Además de la experiencia singular de Cabildo, convertida el año pasado en Sitio de Memoria, los aportes de los que entonces eran niños son lo más novedoso. Uno de ellos es el de Lía, hija de Carina Charquero, nacida en Suecia y desde los tres años de edad residente en Uruguay: “Mi madre, siendo yo chica, me decía que no dijera en la escuela que sus padres habían estado presos —porque capaz que los demás niños iban a pensar que habían estado presos por robar o algo así— sino que dijera que habían sido presos políticos”.
El trabajo de Trías no solo ordenó y seleccionó los textos disponibles, sino que también incorporó referencias de otros países sobre el tema. Intercalada en el texto hay una cronología elaborada por una de las integrantes del colectivo que, aunque tiene algunos sesgos y errores, también ayuda a entender esa experiencia poco conocida.

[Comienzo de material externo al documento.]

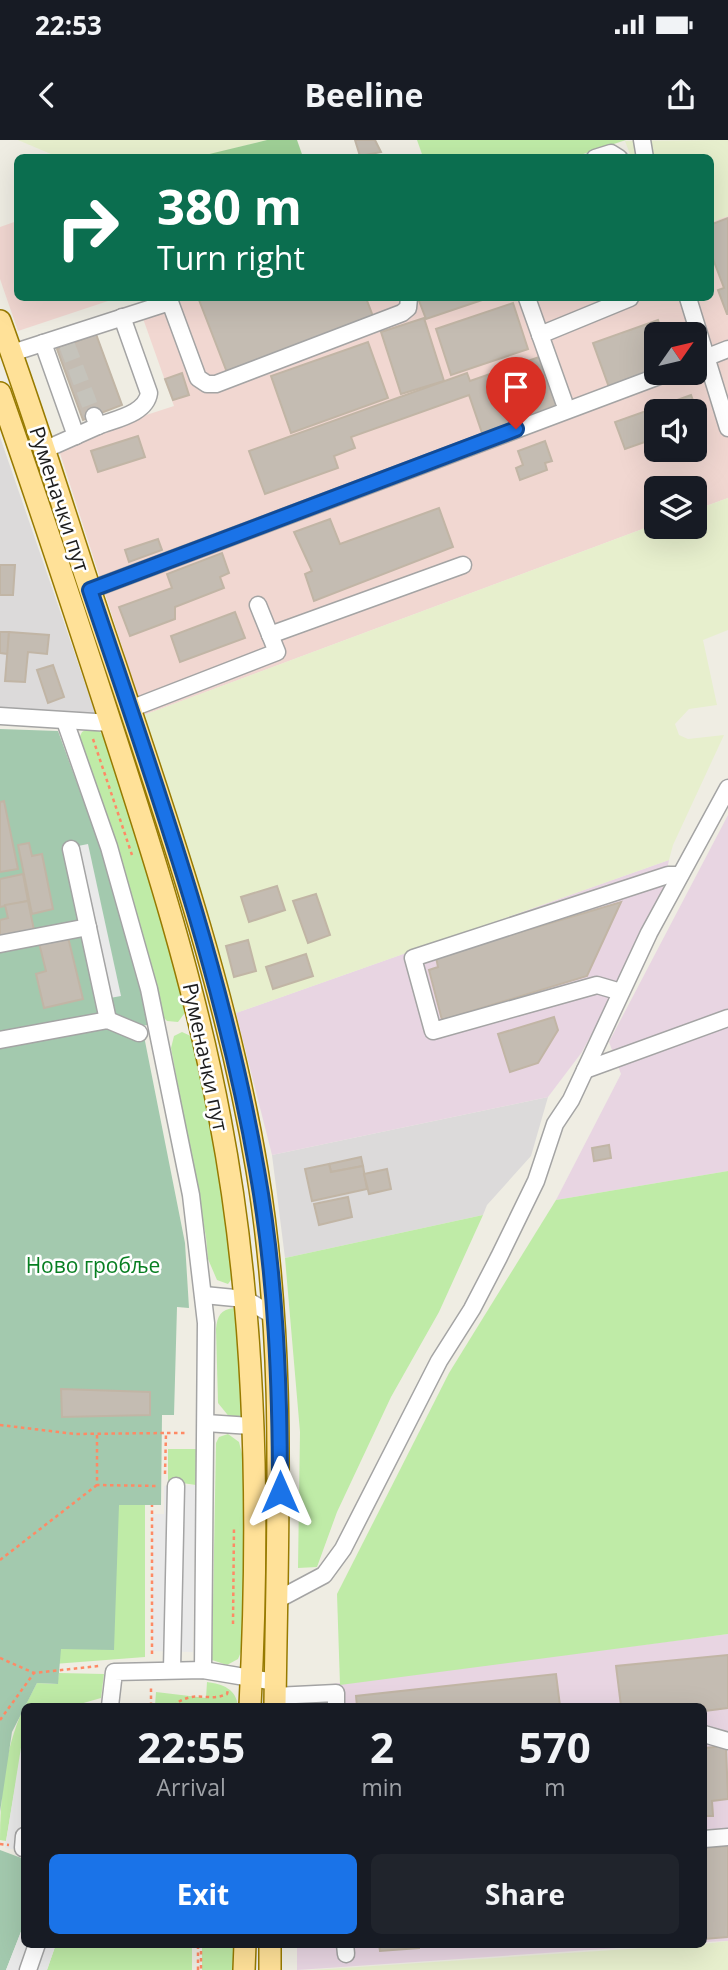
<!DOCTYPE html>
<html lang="en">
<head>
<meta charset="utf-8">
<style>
	:root { --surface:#171b24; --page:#20242c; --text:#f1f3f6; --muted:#9ea1a6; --accent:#1a73e8 }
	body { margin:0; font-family:"Open Sans",sans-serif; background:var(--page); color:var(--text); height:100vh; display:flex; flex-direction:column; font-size:26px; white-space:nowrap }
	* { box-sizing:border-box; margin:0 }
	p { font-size:23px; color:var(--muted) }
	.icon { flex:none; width:38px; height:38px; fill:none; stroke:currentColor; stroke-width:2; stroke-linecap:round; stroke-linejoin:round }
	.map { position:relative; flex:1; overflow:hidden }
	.panel { position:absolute; left:21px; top:1563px; width:686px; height:245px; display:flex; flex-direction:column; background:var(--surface); border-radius:10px; box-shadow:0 7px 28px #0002 }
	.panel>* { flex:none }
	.hud { position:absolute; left:14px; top:14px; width:700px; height:147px; border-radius:10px; box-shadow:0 7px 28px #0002; background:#0b6e4f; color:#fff; overflow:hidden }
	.needle { width:46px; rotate:56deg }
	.controls { position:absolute; left:644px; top:182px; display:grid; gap:14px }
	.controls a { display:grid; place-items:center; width:63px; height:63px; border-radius:10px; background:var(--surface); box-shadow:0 7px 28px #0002; font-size:35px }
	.pin { position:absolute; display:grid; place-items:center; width:60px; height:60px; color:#fff; margin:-72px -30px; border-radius:50% 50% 50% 0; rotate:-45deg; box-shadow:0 0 7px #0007 }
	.pin .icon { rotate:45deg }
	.me { position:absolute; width:77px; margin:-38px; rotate:0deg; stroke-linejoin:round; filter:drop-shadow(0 0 5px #0008) }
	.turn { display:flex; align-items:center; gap:24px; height:147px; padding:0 28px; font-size:32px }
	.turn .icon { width:91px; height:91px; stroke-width:2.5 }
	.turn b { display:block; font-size:49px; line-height:60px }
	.eta { display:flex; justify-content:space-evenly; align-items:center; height:119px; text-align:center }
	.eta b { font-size:42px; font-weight:700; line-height:49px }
	.cta { display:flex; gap:14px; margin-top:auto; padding:14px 28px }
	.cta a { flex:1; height:80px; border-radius:10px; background:var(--accent); color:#fff; font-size:28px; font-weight:700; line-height:80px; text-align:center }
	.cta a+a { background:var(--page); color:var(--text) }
	.status { display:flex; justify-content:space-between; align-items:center; height:49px; padding:0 35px; background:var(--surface); direction:ltr }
	.status svg { height:19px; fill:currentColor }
	header { display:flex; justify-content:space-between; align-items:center; height:91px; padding:0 28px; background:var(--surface); font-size:32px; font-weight:700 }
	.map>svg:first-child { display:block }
	.residential { fill:#dcdada }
	.commercial { fill:#f1d7d1; fill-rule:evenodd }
	.industrial { fill:#e8d5e2 }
	.farmland { fill:#e7efcd }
	.grass { fill:#bfeba7 }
	.forest { fill:#9fd096 }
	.cemetery { fill:#a3c9ae }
	.parking { fill:#e9e9e9 }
	.building { fill:#c4bcb2; stroke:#c1b5a5; stroke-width:2 }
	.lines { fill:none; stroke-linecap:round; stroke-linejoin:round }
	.minor-tunnel { stroke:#c5c3bb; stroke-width:16; stroke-dasharray:16 8; stroke-linecap:butt }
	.minor-casing { stroke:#a4a4a4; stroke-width:19 }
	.major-casing { stroke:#977a00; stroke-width:24 }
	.path { stroke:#fe8a65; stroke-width:2.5; stroke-dasharray:3.5 3.5; stroke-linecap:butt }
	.minor { stroke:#fff; stroke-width:16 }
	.major { stroke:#ffe198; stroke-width:21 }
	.route-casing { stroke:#114b97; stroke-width:18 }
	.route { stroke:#1a73e8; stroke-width:12 }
	.labels { text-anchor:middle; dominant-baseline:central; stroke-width:5; stroke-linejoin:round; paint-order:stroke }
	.street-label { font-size:21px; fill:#1d1d1d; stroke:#fff }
	.park-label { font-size:21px; fill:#087f22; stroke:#fff }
</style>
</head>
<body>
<div class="status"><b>22:53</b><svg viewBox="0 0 49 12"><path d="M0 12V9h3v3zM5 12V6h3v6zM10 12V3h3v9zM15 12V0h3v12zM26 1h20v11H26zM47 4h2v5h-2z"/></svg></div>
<header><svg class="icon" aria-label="back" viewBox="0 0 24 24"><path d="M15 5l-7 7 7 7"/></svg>Beeline<svg class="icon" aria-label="share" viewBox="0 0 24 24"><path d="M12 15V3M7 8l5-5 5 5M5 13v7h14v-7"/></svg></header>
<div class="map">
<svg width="728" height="1830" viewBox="0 0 728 1830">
	<rect width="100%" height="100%" fill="#efede3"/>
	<g class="residential">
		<polygon points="0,297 100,587 0,580"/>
		<polygon points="548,957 531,1016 487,1065 483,1075 285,1118 272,1015"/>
	</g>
	<g class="commercial">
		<path d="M728,76V358L695,370V348H656V384L144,575L57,304L174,266L140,170L173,158H710L711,82ZM656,194H695V233H656ZM656,271H695V310H656Z"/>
		<polygon points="17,81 18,158 117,158 18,191 0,139 0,87"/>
	</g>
	<g class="industrial">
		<polygon points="728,675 728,1031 556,1060 621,934 609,902"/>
		<polygon points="669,720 662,753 603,873 582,912 548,957 272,1015 236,873"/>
		<polygon points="728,1494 728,1801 704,1802 704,1566 324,1566 324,1545"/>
		<polygon points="297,1804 678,1804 297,1830"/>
	</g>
	<g class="farmland">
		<polygon points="18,0 267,0 197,18 58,17"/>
		<polygon points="728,0 728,76 711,82 710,18 631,17 625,1"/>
		<polygon points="728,358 728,490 703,500 717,565 689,569 675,584 679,595 688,599 724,595 673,705 669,720 236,873 211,784 144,575 656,384 656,387 695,387 695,370"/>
		<polygon points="728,1801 728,1830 313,1830 704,1804"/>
	</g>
	<g class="grass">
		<polygon points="417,0 626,0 571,18 423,17"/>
		<polygon points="89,588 98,589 103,596 139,701 187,870 178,882 167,881 162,876 78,600 82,592"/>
		<polygon points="182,892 193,897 223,1046 233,1137 228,1144 217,1140 208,1119 206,1097 171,908 174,896"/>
		<polygon points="728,1031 728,1494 340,1545 337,1454 449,1233 556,1060"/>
		<polygon points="483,1075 439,1172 391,1257 337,1372 317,1427 298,1428 300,1292 285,1118"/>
		<path d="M234,1168L238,1173L243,1275L231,1279L218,1263L216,1189C217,1176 221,1169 234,1168Z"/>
		<polygon points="228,1294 239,1302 244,1322 244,1505 238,1519 227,1525 212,1520 216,1303 219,1297"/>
		<polygon points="168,1309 196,1309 196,1345 168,1341"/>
		<polygon points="145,1357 145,1517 41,1525 0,1425 61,1377"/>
		<polygon points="59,1533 104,1534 101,1558 73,1566 25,1566 37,1543 57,1544"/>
		<path d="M207,1542C223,1544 236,1549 238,1566H155L156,1552L206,1558Z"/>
		<path d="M24,1567V1595L6,1701L0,1700C0,1656 5,1607 24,1567Z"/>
		<polygon points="56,1804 192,1804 192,1830 47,1830"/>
		<rect x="202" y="1804" width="32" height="26"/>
	</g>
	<polygon class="forest" points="267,0 297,0 303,17 197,17"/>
	<g class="cemetery">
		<polygon points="0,589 58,591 100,706 152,884 142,886 185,1103 189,1168 177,1167 174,1275 162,1275 161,1365 119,1365 114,1510 61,1509 58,1544 37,1543 12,1592 0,1672"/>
		<polygon points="0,1710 24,1719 24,1784 6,1830 0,1830"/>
	</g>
	<g class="parking">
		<polygon points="88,704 121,856 110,858 78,706"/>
		<polygon points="196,1345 193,1512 152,1511 152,1374 164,1374 164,1346"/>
		<polygon points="23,1595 24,1595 24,1711 5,1708"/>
		<polygon points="24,1784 24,1804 56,1804 47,1830 6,1830"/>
	</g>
	<g class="building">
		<polygon points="355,0 375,0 381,12 360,16"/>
		<polygon points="728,78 728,174 727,174 718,150 724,148 710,111 710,85"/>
		<polygon points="206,158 366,158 374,179 228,235 199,160"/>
		<polygon points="418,158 488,158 426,179"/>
		<polygon points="513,163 528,209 451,235 436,189"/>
		<polygon points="424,178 444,241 401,254 381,192"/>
		<polygon points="658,180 663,194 656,194 656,233 610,250 593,203"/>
		<polygon points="96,194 122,265 83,280 57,209"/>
		<polygon points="368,202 388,258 291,293 271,236"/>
		<polygon points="542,216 560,266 482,293 469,255 351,297 355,308 334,316 338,328 265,354 249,311 467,233 470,241"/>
		<polygon points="182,233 189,255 173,260 165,239"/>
		<polygon points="691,255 701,282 695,284 695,271 656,271 656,298 625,309 615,282"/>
		<polygon points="138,296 145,317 98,332 91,311"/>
		<polygon points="545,301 552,321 545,323 547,330 520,340 516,328 523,325 518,311"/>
		<polygon points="439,368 453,407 314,461 305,434 312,431 294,392 330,379 340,404"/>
		<polygon points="158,399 162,410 129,422 125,410"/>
		<polygon points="222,413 229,433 220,437 224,448 175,467 175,479 130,496 119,467 172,448 167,434"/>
		<polygon points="0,425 15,425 13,455 0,455"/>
		<polygon points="235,472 245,498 180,522 171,496"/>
		<polygon points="0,492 9,492 8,514 0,513"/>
		<polygon points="9,492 49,495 47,514 28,512 25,542 5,541"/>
		<polygon points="53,525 64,557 48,563 37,530"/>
		<polygon points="4,661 18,729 0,732 0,662"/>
		<polygon points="29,703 32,716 42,714 53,769 32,774 18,705"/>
		<polygon points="23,734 28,761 0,767 0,739"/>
		<polygon points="277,746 285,770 249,782 241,757"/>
		<polygon points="316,754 330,795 308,803 293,761"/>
		<polygon points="28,761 34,790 0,797 0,780 8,778 5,765"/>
		<polygon points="621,762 587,836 442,880 429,830 438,827 436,817"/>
		<polygon points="68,797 83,859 44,868 36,834 46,831 39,803"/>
		<polygon points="248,800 256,831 234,837 226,806"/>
		<polygon points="306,814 313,836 273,849 266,827"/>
		<polygon points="554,877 558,890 538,923 510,932 498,894"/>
		<polygon points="609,1005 611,1018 594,1021 592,1008"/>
		<polygon points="361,1017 363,1026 331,1032 329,1024"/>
		<polygon points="329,1024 331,1032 363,1026 367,1049 312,1061 305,1029"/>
		<polygon points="387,1029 391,1049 369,1054 364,1034"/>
		<polygon points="348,1057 352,1077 319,1085 314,1064"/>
		<polygon points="61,1249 150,1252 150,1275 62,1277"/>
		<polygon points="728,1515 728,1568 704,1571 704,1566 621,1566 616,1526"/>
		<polygon points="556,1534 560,1566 357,1566 356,1556"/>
		<polygon points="726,1606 728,1659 712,1661 713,1676 704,1676 704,1608"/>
		<polygon points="728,1706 728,1797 704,1799 704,1708"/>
		<polygon points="379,1804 419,1804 419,1808 380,1811"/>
	</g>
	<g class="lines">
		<polyline class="minor-tunnel" points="67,205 94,276"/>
		<defs>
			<g id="minor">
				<polyline points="642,0 645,18"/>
				<polyline points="595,18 611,13 619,18"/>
				<polyline points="527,158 564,262"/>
				<polyline points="688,158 728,288"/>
				<polyline points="540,195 630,158"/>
				<polyline points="43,203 76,296"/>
				<polyline points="12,213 170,162 198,238 207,244 216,244 402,173 408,168 409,158"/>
				<polyline points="695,222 728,209"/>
				<path d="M98,286C115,279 146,274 149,253L122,177"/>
				<polyline points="44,310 98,286 94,276"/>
				<polyline points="90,450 667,233"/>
				<polyline points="270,495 463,425"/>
				<polyline points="130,569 277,512 258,465"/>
				<polyline points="0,576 111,583"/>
				<polyline points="65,581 109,707 149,849 191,1055 206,1183 203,1530"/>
				<polyline points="71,709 108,880"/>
				<polyline points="0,804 88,787"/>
				<polyline points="621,852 597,845 433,891 413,818 668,735 680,735"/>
				<polyline points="0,900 108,880 139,893"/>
				<polyline points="585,930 728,878"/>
				<polyline points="204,1155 245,1159 274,1176"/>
				<polyline points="206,1283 251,1286"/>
				<polyline points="277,1460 324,1435 343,1409 439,1221 472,1169 499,1117 536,1041 555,984 571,960 649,793 728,648"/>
				<polyline points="172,1530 176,1346"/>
				<polyline points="275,1556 336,1553 336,1566"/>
				<polyline points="110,1566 114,1532 203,1530 275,1542"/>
				<polyline points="704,1594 728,1601"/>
				<polyline points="704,1699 728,1697"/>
				<polyline points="23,1708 24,1696"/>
				<polyline points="345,1804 346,1814"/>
				<polyline points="28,1830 37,1804"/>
			</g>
			<g id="major">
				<path d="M0,181C41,293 75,408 114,521C170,688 228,856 257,1030C287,1208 277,1387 275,1566"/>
				<path d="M0,253C39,364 76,476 112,587C154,716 195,845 220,979C256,1167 260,1375 250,1566"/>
				<polyline points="244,1830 245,1804"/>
				<polyline points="270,1830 270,1804"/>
			</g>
		</defs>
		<use href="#minor" class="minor-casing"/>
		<use href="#major" class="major-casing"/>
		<g class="path">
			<polyline points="93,599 132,715"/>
			<polyline points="0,1285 75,1294 166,1293"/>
			<polyline points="97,1295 97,1345 159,1346"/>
			<polyline points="165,1334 166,1293 188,1293"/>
			<polyline points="0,1420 97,1345"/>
			<polyline points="233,1484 234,1386"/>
			<polyline points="152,1514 152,1365"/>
			<polyline points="0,1518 34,1533"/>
			<polyline points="151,1566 151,1545"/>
			<path d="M173,1566C195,1548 207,1563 227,1554L228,1550"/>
			<polyline points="0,1580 34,1533 99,1526"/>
			<polyline points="0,1704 9,1705"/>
			<polyline points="201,1804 201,1830"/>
			<polyline points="198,1830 198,1804"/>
		</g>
		<use href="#minor" class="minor"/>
		<use href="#major" class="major"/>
	</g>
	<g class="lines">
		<defs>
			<path id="route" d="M280,1352C280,1245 276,1136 257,1030C223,832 154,641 90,450L516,289"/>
		</defs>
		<use href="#route" class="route-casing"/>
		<use href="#route" class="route"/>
	</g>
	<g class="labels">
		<g class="street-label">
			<text transform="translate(60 359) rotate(72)">Руменачки пут</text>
			<text transform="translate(206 917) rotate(78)">Руменачки пут</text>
		</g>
		<g class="park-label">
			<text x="93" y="1125">Ново гробље</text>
		</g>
	</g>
</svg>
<div class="controls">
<a><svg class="needle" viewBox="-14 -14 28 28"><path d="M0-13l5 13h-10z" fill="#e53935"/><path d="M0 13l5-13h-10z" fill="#9ea1a6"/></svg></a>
<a><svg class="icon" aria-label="sound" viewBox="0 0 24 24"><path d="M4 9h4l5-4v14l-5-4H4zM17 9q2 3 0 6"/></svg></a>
<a><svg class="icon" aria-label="layers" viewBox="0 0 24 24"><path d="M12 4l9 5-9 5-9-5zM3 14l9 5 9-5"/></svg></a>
</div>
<div class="pin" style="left:516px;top:289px;background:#d93025"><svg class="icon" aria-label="arrive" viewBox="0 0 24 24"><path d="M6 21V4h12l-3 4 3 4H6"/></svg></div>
<svg class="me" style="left:280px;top:1352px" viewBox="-20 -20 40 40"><path d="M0-17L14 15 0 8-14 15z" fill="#1a73e8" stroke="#fff" stroke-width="4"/></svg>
<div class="hud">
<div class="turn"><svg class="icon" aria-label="right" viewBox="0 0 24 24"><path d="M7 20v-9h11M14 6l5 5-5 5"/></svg><div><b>380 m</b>Turn right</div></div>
</div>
<section class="panel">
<div class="eta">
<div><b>22:55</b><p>Arrival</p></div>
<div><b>2</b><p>min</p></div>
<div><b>570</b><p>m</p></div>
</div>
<div class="cta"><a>Exit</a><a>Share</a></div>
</section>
</div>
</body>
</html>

También es muy revelador el recuerdo de Rosario Burghi, que pasó de detenida en Uruguay a trabajar con presos en Nicaragua y luego, después de 34 años, en su propio país.
El exilio de Burghi, una vez derrotado el movimiento tupamaro, comenzó en la puerta del Batallón Florida, que entonces quedaba en el Buceo: “Nos largaron a las once de la noche, sin un peso y no sabíamos para dónde ir. Pensábamos que nos sacaban para matarnos en la calle. (…) Salimos, hacía frío a finales de febrero-marzo, llegamos a la puerta y nos preguntamos ¿y ahora qué hacemos? (….)”. Entonces se escuchó la voz del capitán más poderoso del batallón: “¿Se van o se quedan? Si no se van vamos para adentro de nuevo”.